Stored items
»»

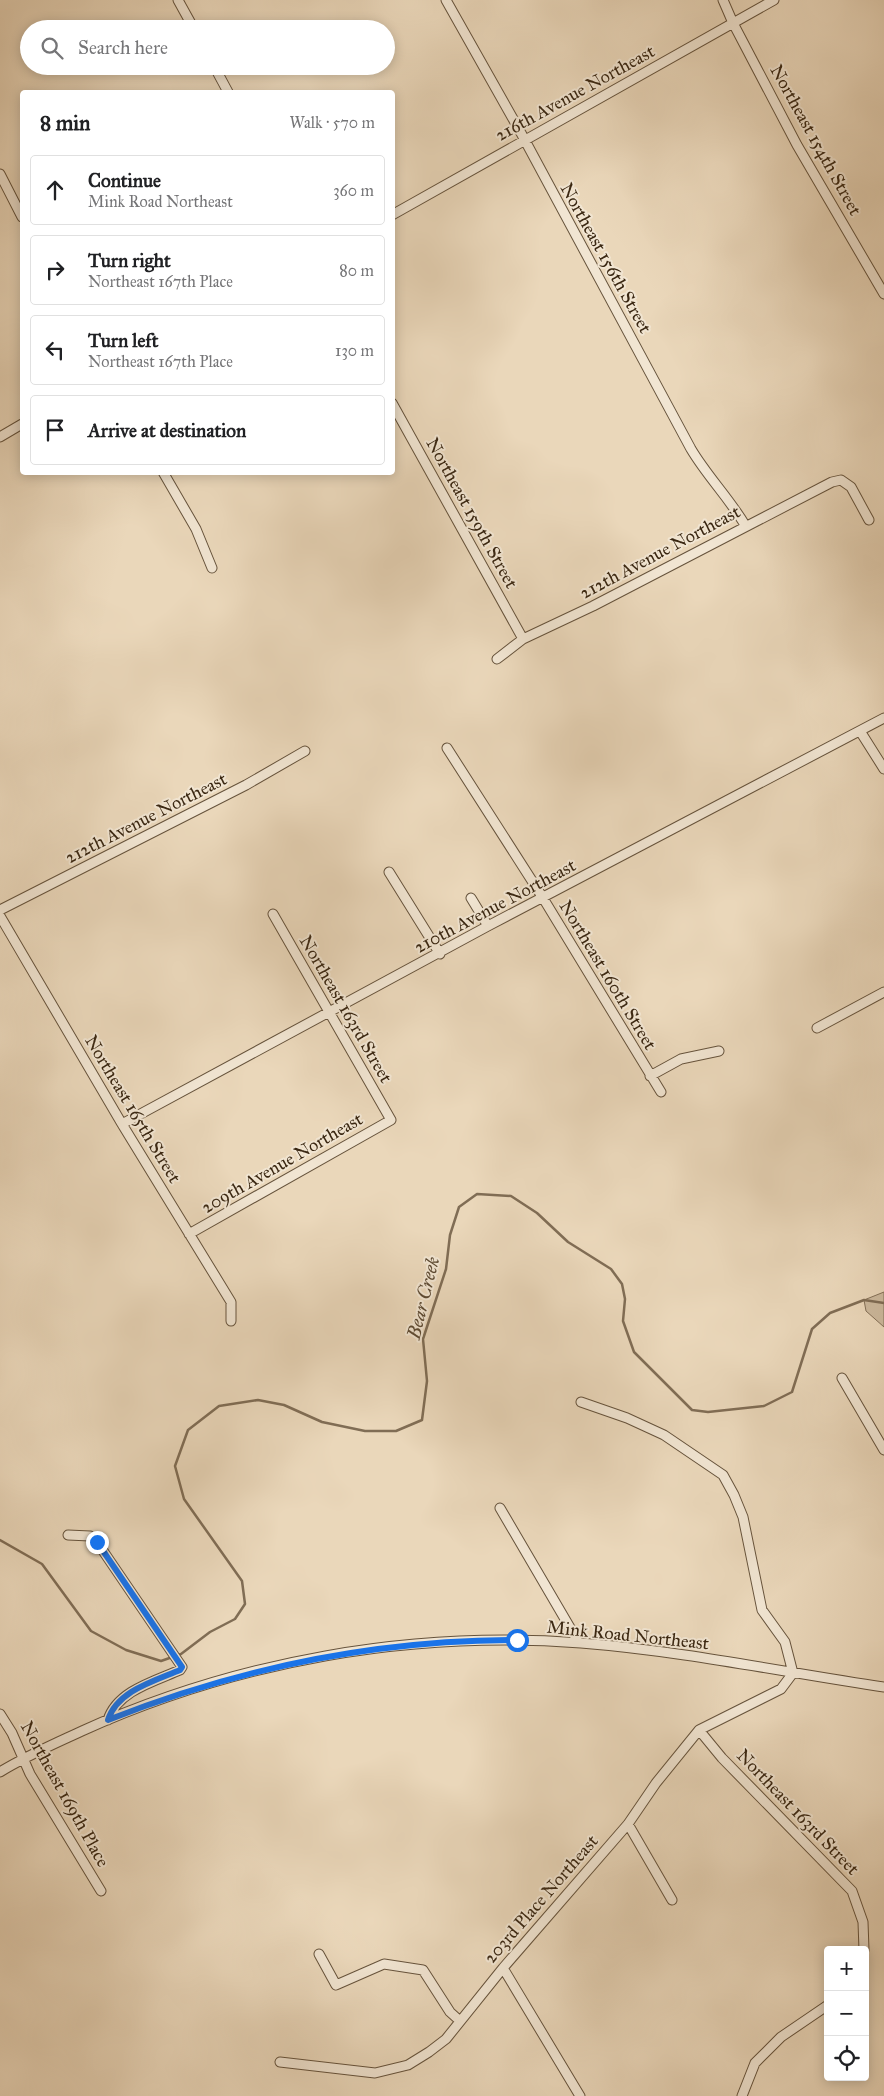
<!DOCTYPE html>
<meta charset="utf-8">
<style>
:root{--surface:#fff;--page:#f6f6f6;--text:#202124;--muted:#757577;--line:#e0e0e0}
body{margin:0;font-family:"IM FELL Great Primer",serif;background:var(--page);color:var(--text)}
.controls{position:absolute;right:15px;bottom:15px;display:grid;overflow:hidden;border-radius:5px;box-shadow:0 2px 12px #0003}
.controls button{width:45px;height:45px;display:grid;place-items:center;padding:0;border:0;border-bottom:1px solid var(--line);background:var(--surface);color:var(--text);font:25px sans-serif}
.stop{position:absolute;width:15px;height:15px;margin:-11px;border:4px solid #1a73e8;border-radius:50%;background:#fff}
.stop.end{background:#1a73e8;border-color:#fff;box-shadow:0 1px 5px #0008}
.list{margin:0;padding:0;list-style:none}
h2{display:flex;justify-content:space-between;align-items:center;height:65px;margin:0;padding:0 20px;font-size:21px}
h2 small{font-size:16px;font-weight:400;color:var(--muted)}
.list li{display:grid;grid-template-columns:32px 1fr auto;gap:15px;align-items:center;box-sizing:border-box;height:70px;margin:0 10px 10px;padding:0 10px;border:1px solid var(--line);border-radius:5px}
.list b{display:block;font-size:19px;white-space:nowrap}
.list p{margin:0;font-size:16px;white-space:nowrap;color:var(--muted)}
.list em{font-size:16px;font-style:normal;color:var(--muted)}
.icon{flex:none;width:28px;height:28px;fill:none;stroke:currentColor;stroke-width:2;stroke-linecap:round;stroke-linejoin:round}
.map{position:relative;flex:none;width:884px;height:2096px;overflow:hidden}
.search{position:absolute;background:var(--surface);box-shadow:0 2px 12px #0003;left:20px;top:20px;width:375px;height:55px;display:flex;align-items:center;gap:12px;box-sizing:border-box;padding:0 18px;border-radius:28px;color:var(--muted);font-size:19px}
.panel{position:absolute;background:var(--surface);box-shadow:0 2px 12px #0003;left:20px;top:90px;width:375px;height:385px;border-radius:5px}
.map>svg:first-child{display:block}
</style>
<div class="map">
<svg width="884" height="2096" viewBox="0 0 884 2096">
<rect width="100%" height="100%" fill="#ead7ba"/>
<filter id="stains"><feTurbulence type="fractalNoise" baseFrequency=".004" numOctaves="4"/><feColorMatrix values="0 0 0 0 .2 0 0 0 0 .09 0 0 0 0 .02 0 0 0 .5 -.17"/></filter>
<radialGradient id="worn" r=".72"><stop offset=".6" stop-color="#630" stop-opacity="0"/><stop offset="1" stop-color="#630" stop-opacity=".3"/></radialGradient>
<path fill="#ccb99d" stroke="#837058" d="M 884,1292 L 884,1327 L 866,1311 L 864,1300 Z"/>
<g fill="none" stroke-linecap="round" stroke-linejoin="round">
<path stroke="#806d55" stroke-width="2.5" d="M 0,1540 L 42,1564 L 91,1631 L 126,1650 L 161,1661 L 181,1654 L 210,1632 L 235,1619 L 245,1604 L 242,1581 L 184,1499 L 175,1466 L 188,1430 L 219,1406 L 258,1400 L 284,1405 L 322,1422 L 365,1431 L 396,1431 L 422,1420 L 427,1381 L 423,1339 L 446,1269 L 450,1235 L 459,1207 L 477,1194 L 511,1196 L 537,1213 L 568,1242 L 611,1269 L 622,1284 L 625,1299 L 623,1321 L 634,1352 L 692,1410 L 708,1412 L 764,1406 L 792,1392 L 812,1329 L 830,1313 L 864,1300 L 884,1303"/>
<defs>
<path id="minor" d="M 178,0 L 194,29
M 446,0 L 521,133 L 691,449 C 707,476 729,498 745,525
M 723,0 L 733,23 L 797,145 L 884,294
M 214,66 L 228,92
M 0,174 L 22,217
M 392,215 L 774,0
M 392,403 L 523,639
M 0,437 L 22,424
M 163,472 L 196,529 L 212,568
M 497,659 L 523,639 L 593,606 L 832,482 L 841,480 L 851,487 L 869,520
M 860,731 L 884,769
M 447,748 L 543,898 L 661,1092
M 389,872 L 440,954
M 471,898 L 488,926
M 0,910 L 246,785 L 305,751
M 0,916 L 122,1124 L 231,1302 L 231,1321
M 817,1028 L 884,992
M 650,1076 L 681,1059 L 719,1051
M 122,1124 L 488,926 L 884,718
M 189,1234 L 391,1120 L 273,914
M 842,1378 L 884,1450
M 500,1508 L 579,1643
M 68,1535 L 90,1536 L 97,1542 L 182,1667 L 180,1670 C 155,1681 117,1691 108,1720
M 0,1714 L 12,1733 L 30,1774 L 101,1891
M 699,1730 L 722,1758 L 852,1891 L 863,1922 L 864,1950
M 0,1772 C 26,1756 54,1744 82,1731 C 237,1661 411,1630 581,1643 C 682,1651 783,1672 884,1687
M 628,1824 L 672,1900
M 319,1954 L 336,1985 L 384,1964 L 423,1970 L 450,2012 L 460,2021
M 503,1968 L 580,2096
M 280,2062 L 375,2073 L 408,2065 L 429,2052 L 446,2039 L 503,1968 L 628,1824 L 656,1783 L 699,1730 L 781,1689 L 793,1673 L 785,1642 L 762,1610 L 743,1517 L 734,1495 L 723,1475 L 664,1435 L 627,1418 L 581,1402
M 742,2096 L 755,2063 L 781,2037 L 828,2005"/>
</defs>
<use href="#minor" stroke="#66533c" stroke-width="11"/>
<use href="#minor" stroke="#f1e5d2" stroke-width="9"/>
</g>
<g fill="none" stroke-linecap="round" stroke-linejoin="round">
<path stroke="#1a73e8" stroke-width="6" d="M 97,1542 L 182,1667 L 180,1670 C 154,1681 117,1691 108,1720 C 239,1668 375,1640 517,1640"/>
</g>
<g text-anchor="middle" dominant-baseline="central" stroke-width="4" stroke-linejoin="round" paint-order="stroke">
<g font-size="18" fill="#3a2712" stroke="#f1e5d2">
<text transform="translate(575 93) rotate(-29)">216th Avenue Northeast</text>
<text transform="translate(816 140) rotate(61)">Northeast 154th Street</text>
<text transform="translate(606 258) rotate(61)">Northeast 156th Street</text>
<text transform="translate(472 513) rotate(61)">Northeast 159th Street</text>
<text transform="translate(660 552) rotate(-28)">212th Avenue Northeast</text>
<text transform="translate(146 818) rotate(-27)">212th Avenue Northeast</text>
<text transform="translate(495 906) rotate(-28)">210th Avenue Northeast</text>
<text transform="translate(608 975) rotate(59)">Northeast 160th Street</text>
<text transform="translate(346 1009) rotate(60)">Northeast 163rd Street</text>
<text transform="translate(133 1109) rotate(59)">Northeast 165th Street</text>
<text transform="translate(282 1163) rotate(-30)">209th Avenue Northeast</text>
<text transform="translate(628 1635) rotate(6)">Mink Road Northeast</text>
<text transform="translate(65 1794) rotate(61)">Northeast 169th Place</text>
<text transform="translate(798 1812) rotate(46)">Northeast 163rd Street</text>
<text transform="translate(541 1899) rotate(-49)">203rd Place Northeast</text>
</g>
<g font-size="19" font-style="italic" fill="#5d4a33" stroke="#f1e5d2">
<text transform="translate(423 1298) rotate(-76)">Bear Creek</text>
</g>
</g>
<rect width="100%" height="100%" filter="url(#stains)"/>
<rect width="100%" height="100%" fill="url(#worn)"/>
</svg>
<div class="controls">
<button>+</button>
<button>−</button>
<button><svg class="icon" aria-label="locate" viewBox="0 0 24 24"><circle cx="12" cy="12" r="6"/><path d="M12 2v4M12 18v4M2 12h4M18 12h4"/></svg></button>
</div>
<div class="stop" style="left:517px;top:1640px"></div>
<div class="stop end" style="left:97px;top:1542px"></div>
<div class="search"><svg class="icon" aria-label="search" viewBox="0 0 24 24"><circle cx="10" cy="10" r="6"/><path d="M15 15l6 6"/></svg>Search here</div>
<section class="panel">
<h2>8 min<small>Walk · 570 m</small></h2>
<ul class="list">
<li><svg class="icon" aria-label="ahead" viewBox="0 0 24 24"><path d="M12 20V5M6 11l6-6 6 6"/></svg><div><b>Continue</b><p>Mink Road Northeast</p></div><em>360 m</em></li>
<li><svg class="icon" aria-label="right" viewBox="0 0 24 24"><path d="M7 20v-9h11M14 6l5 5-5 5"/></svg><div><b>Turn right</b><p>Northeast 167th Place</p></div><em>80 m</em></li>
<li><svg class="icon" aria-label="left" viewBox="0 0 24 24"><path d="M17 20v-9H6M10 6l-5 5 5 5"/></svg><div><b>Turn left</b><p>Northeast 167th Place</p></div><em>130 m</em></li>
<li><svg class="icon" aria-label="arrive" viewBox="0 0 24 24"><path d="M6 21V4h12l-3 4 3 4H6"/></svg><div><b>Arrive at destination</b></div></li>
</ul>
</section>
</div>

««
»»

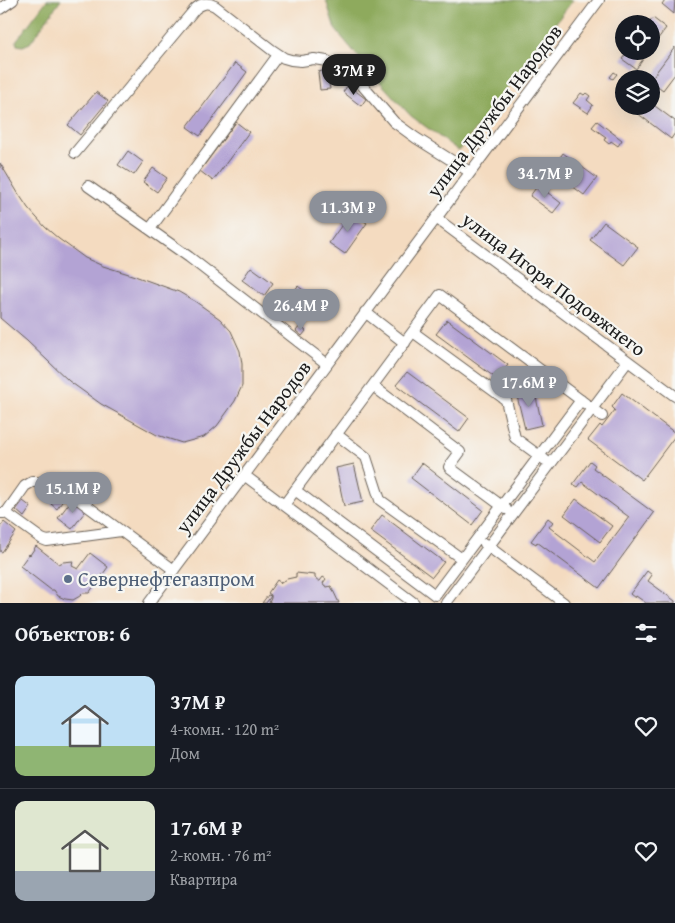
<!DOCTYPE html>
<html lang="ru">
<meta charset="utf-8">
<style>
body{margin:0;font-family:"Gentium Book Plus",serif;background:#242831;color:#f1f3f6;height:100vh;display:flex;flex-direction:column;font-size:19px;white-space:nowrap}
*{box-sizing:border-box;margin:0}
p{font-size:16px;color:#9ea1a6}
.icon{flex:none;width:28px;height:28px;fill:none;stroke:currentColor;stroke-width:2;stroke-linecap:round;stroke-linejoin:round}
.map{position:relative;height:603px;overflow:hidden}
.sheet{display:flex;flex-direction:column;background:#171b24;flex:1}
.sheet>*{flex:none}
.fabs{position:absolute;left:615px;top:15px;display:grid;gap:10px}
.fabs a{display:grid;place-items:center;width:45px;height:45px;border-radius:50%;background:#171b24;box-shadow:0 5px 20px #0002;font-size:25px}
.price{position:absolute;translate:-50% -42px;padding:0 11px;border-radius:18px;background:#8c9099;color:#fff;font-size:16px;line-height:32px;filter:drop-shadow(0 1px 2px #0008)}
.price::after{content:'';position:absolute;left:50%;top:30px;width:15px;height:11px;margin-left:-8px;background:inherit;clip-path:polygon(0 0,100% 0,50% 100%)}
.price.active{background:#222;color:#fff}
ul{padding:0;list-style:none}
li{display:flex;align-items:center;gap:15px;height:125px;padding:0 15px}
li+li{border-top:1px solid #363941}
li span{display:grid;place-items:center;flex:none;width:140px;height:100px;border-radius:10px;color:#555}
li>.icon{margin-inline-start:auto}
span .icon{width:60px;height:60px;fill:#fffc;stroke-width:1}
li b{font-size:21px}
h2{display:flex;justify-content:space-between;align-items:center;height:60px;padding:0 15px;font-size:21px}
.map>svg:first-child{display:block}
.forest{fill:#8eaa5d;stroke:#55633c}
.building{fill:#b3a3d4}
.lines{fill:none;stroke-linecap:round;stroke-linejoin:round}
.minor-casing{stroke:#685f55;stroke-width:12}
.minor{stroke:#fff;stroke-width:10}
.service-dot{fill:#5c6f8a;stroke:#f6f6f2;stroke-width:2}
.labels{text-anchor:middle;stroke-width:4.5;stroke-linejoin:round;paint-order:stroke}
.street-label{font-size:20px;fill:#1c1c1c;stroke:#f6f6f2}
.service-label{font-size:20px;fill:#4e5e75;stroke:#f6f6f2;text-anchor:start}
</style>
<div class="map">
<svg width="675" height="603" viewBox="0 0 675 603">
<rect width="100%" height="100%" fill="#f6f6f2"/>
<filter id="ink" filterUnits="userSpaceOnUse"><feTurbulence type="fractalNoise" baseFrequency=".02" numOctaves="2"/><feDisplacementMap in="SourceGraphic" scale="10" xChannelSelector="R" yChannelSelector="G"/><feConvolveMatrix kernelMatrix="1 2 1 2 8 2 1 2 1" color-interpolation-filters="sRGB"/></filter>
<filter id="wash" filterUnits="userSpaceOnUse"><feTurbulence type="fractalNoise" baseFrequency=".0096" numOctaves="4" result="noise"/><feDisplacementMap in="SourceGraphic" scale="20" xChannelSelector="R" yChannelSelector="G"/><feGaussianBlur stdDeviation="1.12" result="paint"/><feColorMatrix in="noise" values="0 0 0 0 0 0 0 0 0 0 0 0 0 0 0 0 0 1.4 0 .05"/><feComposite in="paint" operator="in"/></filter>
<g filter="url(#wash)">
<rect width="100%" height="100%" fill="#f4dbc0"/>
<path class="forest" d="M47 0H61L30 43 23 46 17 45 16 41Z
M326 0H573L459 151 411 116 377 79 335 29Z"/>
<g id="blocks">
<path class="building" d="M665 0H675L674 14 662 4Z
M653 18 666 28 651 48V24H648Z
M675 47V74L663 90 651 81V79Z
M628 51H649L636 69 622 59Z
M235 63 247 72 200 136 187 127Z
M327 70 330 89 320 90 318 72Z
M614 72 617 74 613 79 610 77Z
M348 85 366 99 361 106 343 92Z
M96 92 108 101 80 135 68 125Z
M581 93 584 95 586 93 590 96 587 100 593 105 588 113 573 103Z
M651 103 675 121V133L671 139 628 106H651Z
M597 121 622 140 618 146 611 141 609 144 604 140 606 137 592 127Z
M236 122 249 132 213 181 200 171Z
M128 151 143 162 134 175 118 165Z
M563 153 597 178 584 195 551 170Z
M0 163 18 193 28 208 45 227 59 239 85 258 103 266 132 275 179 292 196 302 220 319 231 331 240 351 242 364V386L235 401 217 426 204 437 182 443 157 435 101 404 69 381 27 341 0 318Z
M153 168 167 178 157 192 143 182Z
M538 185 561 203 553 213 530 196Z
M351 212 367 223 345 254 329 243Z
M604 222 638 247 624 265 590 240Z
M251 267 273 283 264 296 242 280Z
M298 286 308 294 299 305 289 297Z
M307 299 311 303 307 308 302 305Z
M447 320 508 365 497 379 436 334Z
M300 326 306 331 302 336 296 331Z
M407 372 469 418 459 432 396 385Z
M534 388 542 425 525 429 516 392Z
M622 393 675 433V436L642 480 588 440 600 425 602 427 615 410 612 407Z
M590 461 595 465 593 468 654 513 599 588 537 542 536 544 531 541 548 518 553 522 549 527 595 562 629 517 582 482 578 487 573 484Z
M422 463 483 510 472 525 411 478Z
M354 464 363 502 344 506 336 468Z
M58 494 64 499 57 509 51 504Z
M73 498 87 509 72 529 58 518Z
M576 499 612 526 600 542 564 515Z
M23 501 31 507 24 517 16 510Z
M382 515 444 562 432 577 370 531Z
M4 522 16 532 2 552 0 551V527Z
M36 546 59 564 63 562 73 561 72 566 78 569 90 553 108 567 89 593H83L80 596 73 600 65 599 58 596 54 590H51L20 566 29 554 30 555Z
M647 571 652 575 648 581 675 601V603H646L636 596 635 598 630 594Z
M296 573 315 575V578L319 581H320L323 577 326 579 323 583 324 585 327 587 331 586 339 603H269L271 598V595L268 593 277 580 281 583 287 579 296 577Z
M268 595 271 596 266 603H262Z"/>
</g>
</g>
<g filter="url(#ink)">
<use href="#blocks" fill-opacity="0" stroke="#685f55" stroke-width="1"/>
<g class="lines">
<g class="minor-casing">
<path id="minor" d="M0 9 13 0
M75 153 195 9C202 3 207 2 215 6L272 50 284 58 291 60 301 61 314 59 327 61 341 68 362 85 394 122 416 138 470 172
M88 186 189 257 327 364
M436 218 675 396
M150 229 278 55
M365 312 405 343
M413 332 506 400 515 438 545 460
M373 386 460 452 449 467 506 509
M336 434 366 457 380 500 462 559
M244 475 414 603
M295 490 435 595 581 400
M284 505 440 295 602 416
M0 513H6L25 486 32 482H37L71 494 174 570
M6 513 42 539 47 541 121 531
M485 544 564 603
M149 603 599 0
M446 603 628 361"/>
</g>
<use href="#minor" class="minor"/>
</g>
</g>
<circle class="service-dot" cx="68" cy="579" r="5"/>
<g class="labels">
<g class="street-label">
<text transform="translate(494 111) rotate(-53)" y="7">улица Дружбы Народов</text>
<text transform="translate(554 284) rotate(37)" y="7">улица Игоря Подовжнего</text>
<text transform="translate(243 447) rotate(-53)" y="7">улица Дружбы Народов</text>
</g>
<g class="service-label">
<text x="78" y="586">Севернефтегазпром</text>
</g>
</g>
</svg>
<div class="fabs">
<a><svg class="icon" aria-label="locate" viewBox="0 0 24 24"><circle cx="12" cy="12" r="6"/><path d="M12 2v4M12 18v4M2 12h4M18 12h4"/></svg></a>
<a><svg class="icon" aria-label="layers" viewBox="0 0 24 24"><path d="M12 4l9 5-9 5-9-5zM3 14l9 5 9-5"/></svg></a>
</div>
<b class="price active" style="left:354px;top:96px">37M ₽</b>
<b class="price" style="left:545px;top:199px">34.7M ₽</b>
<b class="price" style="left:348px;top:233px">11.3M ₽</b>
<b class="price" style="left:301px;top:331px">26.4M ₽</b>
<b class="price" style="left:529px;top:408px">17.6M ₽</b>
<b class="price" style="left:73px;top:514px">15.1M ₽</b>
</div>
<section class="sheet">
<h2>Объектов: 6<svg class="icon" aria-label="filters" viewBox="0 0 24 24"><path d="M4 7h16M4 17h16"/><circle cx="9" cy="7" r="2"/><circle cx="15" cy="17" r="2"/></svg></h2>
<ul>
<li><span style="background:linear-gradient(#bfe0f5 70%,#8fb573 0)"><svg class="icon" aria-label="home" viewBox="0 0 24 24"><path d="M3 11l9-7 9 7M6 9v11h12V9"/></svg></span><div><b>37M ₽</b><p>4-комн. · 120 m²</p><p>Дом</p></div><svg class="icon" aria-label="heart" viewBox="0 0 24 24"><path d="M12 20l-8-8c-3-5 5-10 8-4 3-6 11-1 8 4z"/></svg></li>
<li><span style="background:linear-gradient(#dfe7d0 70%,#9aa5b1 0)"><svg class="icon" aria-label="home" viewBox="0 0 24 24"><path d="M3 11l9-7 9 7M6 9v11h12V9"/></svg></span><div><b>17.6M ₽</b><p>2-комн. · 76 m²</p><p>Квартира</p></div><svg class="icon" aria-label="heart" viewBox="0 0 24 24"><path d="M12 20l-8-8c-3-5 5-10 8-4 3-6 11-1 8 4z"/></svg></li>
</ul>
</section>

««

→ What you need to do: Return every line of the preceding records in which the word "fabs" appears.

→ Exercise result:
.fabs{position:absolute;left:615px;top:15px;display:grid;gap:10px}
.fabs a{display:grid;place-items:center;width:45px;height:45px;border-radius:50%;background:#171b24;box-shadow:0 5px 20px #0002;font-size:25px}
<div class="fabs">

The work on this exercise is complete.